ABOUT THIS EXERCISE:
Reading the records below, find how many lines include the word "right" and give that number alone.

RAW DATA Start Marker

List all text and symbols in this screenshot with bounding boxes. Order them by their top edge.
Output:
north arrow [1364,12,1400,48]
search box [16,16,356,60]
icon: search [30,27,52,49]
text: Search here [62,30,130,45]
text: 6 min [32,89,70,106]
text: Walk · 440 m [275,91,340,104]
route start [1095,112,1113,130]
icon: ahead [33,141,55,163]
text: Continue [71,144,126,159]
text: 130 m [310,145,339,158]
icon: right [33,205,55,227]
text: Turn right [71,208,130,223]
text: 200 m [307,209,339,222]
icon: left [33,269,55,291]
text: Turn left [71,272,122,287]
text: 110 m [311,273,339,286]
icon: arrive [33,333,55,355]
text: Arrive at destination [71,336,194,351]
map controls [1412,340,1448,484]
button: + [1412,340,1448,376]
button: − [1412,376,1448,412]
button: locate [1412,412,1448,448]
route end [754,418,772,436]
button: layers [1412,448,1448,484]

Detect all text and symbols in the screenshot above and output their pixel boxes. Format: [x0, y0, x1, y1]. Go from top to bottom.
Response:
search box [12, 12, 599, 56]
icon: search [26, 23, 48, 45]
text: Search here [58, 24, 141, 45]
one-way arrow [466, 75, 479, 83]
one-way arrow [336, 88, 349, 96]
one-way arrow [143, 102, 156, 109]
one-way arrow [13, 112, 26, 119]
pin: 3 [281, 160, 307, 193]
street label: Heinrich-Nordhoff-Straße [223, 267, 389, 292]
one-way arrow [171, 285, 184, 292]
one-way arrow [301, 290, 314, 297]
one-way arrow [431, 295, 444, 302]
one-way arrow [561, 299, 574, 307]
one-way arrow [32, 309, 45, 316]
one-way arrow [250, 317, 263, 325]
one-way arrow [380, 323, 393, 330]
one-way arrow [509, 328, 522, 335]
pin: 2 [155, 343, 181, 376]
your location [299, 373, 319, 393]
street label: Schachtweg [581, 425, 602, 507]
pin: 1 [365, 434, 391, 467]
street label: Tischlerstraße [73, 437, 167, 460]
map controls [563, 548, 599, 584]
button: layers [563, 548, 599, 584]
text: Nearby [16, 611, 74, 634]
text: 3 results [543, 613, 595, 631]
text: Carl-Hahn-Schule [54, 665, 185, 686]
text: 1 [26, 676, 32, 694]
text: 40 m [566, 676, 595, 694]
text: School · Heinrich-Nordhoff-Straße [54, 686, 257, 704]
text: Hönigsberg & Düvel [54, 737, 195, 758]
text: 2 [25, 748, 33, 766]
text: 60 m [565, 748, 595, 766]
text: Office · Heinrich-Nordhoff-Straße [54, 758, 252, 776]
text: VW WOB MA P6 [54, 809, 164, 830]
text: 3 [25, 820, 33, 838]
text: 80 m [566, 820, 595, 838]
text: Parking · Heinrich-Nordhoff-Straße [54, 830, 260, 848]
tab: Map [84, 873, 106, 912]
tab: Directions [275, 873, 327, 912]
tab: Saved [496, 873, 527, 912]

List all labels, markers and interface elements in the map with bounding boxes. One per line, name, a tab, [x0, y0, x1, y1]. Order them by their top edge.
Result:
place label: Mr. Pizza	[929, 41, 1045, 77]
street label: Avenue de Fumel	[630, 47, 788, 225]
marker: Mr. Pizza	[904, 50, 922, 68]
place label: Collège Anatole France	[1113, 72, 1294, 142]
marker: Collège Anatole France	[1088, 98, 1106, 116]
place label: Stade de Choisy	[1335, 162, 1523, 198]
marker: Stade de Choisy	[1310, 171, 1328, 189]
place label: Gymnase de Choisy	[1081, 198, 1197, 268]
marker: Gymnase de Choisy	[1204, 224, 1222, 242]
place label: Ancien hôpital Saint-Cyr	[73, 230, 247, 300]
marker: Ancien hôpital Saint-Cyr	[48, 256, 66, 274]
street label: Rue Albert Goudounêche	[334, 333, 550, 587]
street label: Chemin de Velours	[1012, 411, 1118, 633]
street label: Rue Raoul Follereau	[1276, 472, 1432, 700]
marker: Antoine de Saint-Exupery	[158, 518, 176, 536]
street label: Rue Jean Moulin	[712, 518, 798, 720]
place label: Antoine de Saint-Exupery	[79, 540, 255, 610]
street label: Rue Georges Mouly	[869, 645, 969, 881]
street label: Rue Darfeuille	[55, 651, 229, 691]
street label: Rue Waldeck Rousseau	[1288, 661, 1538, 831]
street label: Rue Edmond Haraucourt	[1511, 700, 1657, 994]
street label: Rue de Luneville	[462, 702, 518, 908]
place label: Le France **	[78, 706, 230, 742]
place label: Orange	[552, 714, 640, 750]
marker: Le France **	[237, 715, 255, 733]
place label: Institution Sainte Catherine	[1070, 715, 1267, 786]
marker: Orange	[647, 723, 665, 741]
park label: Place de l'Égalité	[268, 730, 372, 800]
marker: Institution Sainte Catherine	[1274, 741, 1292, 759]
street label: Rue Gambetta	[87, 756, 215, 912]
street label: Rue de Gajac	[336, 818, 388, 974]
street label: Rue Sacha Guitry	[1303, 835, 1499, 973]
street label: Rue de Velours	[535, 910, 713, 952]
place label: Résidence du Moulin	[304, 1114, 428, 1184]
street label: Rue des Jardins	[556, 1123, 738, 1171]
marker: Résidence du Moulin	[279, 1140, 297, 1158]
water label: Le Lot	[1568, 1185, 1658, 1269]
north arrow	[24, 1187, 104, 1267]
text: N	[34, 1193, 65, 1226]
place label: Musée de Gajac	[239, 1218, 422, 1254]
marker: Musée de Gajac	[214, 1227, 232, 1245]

RAW DATA End Marker

REPLY:
2